§ **Data in this exercise**:
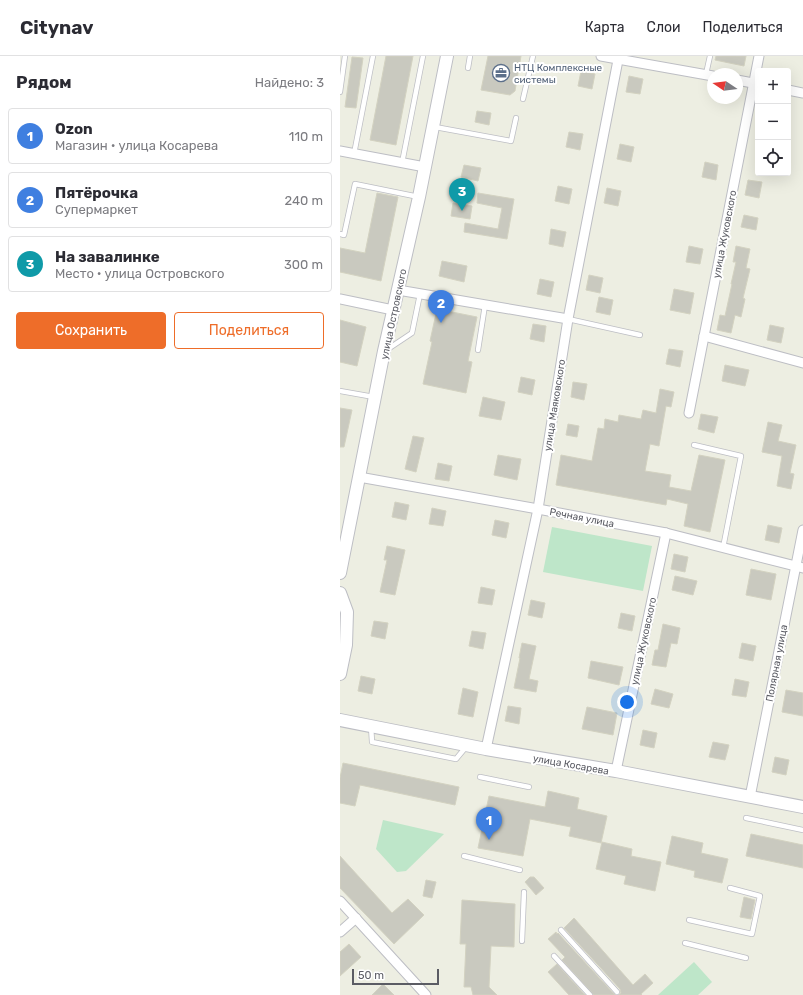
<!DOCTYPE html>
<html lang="ru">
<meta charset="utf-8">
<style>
body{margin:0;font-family:Rubik,sans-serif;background:#f7f7f7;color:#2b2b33}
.controls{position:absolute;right:12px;top:12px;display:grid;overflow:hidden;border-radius:4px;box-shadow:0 4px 16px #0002}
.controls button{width:36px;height:36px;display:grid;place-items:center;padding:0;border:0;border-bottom:1px solid #e1e1e2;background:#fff;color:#2b2b33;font:20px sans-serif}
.compass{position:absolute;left:367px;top:12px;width:36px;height:36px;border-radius:50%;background:#fff;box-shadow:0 4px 16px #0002;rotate:283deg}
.scale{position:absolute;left:12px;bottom:10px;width:87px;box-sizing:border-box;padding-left:4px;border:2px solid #5b5c64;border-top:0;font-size:11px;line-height:14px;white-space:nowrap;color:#5b5c64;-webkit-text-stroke:3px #fff;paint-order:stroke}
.you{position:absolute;left:287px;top:646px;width:14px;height:14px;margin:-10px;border:3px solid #fff;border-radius:50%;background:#1a73e8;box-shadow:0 0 0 6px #1a73e833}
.badge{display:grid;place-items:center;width:26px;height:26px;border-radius:50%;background:#ee6d29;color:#fff;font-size:13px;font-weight:700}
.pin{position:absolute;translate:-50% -33px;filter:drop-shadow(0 1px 2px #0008)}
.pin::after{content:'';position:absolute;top:21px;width:14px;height:12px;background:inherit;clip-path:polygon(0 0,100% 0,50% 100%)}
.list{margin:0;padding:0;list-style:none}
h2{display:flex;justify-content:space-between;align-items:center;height:52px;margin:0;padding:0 16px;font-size:17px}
h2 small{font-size:13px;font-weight:400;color:#7c7c81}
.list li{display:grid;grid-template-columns:26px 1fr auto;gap:12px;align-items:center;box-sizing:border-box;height:56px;margin:0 8px 8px;padding:0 8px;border:1px solid #e1e1e2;border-radius:4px}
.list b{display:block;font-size:15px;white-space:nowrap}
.list p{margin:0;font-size:13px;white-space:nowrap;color:#7c7c81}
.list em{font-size:13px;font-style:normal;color:#7c7c81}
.actions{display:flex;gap:8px;padding:12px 16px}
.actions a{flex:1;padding:9px 0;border:1px solid #ee6d29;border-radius:4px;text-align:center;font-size:14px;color:#ee6d29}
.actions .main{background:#ee6d29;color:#fff}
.icon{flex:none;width:22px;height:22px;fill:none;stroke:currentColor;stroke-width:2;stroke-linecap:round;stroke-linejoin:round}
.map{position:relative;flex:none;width:463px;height:939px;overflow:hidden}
header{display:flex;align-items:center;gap:24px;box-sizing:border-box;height:56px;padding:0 20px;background:#fff;border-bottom:1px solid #e1e1e2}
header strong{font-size:19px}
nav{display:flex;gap:22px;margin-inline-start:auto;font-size:14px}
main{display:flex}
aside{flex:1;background:#fff}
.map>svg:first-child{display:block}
</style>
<header>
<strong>Citynav</strong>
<nav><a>Карта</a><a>Слои</a><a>Поделиться</a></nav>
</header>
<main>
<aside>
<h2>Рядом<small>Найдено: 3</small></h2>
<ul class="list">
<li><span class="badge" style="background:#3f7fe0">1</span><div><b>Ozon</b><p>Магазин · улица Косарева</p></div><em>110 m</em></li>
<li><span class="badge" style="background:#3f7fe0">2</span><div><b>Пятёрочка</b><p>Супермаркет</p></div><em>240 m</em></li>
<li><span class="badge" style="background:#0f9aa8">3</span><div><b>На завалинке</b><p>Место · улица Островского</p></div><em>300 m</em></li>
</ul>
<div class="actions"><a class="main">Сохранить</a><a>Поделиться</a></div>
</aside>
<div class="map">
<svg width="463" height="939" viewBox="0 0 463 939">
<rect width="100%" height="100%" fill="#edeee2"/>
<!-- green -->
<g fill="#bee6c9">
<polygon points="212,471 312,490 303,535 203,516"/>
<polygon points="43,764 104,778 66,815 57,816 36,793"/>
<polygon points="354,906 372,926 358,939 318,939"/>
</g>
<!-- building -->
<g fill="#c9c9bf" stroke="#d3d2c1">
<polygon points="46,0 73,0 56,89 30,84"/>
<polygon points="148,0 181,0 175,35 170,39 141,34"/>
<polygon points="376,0 406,0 404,10 375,4"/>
<polygon points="12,1 23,2 16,52 5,51"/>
<polygon points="241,15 255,18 252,33 238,30"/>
<polygon points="289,20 303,23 300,38 286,36"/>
<polygon points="137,55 151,57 149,69 135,66"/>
<polygon points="229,76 243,78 240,94 226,91"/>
<polygon points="280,88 294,91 291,106 277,103"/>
<polygon points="365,106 378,109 376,124 362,121"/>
<polygon points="124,109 141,112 138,125 121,121"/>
<polygon points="408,124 422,126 419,142 405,139"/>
<polygon points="218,130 232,133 229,148 215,145"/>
<polygon points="267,132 281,135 278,150 264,147"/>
<polygon points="37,137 58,141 41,225 0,216 0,192 25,197"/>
<polygon points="138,137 174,143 167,183 124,176 125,167 158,173 162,152 137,147"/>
<polygon points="113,147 132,150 130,163 111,160"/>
<polygon points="404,159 418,162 416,174 401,171"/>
<polygon points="211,173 226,176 223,191 209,188"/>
<polygon points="349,190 363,193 360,208 346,206"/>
<polygon points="396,190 410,193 406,212 410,213 403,242 405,243 401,261 395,259 391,277 377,274 380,259 385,260 392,228 391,228 396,206 393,206"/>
<polygon points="102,205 127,210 124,226 99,220"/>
<polygon points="249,219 263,222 260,237 246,234"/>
<polygon points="200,223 214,226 211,241 197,238"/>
<polygon points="334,233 354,237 350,258 330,254"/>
<polygon points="259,241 273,244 270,259 256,256"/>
<polygon points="97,253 137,261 128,305 132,306 126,337 83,328 92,286 90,285"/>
<polygon points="0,264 26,271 17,310 0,306"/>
<polygon points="193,268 206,270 204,286 190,283"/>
<polygon points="430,269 444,272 441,287 427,284"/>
<polygon points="329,293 343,295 340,311 326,308"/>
<polygon points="385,309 409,314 405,330 382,325"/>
<polygon points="181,321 195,324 192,339 178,336"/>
<polygon points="233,326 247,328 244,344 231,341"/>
<polygon points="320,333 334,336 331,351 326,350 319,390 310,388 305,415 331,419 329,431 351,435 359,399 385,404 370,476 344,470 348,448 327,443 326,449 216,429 221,399 252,405 258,372 264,373 265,363 278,366 279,359 301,363 303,354 316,357"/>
<polygon points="143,341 165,346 161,364 139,360"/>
<polygon points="0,352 12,354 4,391 0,391"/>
<polygon points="361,358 378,361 374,377 358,373"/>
<polygon points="428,366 442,369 438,385 456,389 450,417 454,418 451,433 437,430 442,400 422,396"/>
<polygon points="228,368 239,370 237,381 226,379"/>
<polygon points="73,380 84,382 76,416 65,413"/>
<polygon points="158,399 181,403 177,424 154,419"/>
<polygon points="98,407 112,410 109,425 95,423"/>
<polygon points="55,446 69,449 66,464 52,461"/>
<polygon points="92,452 106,455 103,470 89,468"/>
<polygon points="155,464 169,467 166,482 152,479"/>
<polygon points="428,469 442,472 439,487 425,484"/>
<polygon points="47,490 65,494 55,539 40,536 47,504 44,504"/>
<polygon points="334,498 348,501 345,516 331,513"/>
<polygon points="411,513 436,518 431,544 406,539"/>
<polygon points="335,520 357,525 353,539 332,534"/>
<polygon points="141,531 155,534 152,549 138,547"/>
<polygon points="191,544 205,547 202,562 188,559"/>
<polygon points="281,557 295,560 292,575 278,572"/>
<polygon points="34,565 48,567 45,583 31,580"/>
<polygon points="323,568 340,572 337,588 331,587 326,611 312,609 315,594 318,594"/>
<polygon points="132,575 146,577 143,593 129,590"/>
<polygon points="182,587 196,590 189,623 198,625 196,636 174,632 180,602 179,602"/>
<polygon points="402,587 416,590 413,605 399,602"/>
<polygon points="251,605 283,611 279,629 248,622"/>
<polygon points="21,620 35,623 32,638 18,635"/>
<polygon points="395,623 409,626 406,641 392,639"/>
<polygon points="123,632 138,636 133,661 118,658"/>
<polygon points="315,633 333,638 329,652 311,648"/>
<polygon points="446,634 463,637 463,660 442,656"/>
<polygon points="168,650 181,652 179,668 165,665"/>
<polygon points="247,651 277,657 273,679 242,673"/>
<polygon points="303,674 317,677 314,692 300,689"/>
<polygon points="373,686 389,689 385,704 369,701"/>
<polygon points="435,701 449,704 446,719 432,716"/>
<polygon points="3,707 119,731 115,749 20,729 15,750 0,747 0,722"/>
<polygon points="208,735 239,742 237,753 267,760 261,787 229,780 231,771 190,763 183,800 138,792 149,740 205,751"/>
<polygon points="411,778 463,789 463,812 406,800"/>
<polygon points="332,780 363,787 361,797 388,803 382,827 354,821 355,815 326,808"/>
<polygon points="262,786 292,793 291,800 321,806 315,835 284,828 286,820 256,813"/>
<polygon points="0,800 52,857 68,843 84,859 54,888 0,832"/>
<polygon points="190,821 194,821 204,832 196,839 185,826"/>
<polygon points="86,824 96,826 92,842 83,840"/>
<polygon points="404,841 415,844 411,863 400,861"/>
<polygon points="122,844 175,848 174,891 151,890 149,931 157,939 133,939 131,931 124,931 126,888 120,888"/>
<polygon points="234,862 293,929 305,918 313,927 301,938 302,939 279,939 281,937 280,933 224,872"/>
<polygon points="216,876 217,878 218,877 275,939 254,939 222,904 225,901 208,883"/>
<polygon points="9,888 21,901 0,920 0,896"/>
<polygon points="217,908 245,939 229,939 208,916"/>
<polygon points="43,928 54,939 32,939"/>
</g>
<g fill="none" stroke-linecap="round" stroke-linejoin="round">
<!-- service casing -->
<g stroke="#bdbec4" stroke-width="6">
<g id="service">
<polyline points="128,12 130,0"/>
<polyline points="366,18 370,0"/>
<polyline points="0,36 5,0"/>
<polyline points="183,43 193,0"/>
<polyline points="95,71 171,85 176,62"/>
<polyline points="14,98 33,0"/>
<polyline points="62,107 83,0"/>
<polyline points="0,178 4,179 15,128 79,141"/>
<polyline points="228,263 300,279"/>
<polyline points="48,293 72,277 80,238"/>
<polyline points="138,294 145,249"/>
<polyline points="0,335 34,341"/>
<polyline points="354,389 401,400 383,492"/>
<polyline points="31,670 32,686 116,703 126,691"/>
<polyline points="140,721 189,731"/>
<polyline points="406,762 463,774"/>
<polyline points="124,800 180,814"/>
<polyline points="349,864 412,878 420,840 390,832"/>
<polyline points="221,874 277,936"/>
<polyline points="182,885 184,836"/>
<polyline points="345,887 406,902"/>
<polyline points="214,900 250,939"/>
</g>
</g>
<!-- minor casing -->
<g stroke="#bdbec4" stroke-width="11">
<g id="minor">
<polyline points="261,0 373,20"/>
<polyline points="397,24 418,28"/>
<polyline points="448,34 463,37"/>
<polyline points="0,95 85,111"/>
<polyline points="58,234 228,263"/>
<polyline points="0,243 53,254"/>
<polyline points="364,280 463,307"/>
<polyline points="349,357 419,0"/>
<polyline points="19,421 198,453 326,477 463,512"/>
<polyline points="146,693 198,453 228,263 278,4"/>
<polyline points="276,715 326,477"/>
<polyline points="410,741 463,474"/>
<polyline points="0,845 86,939"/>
<polyline points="0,876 16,862"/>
</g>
</g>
<!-- tertiary casing -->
<g stroke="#bdbec4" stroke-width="14">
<g id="tertiary">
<polyline points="0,517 44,295 79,141 107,0"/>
<polyline points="0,537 7,556 6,589 0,618"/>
<polyline points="0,664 146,693 276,715 463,751"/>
</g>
</g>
<!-- service -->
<use href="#service" stroke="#fff" stroke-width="4.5"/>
<!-- minor -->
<use href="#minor" stroke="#fff" stroke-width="9"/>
<!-- tertiary -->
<use href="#tertiary" stroke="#fff" stroke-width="12"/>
</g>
<!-- icons -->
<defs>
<g id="office-ring" transform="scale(0.9)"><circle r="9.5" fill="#fff" stroke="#5c6f8a" stroke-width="1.5"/><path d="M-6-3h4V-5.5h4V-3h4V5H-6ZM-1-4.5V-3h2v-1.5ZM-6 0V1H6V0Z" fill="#5c6f8a"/></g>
</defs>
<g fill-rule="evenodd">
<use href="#office-ring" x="161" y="17"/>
</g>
<g text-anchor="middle" stroke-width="4" stroke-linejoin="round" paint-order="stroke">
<!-- service labels -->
<g font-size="10" fill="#4e5e75" stroke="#fff" text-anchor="start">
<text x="174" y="15">НТЦ Комплексные<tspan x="174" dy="12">системы</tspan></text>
</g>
<!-- street labels -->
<g font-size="10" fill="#5b5c64" stroke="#fff">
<text transform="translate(384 178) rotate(-79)" y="4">улица Жуковского</text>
<text transform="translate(53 258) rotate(-78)" y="4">улица Островского</text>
<text transform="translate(214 349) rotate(-81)" y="4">улица Маяковского</text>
<text transform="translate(242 461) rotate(11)" y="4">Речная улица</text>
<text transform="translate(303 585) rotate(-78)" y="4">улица Жуковского</text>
<text transform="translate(436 607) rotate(-79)" y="4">Полярная улица</text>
<text transform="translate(231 708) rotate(10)" y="4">улица Косарева</text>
</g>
</g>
</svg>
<div class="controls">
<button>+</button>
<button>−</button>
<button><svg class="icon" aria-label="locate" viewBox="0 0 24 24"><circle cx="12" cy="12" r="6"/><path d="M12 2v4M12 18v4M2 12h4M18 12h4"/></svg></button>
</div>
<svg class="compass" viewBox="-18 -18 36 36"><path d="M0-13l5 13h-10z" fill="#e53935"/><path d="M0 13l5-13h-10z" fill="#7c7c81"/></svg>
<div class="scale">50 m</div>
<div class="you"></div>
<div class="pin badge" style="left:149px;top:784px;background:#3f7fe0">1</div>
<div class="pin badge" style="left:101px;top:267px;background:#3f7fe0">2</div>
<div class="pin badge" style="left:122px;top:155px;background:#0f9aa8">3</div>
</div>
</main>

§ **Exercise directions**:
Copy out each line of the listing where the string "linecap" appears.

§ **Response to this task**:
.icon{flex:none;width:22px;height:22px;fill:none;stroke:currentColor;stroke-width:2;stroke-linecap:round;stroke-linejoin:round}
<g fill="none" stroke-linecap="round" stroke-linejoin="round">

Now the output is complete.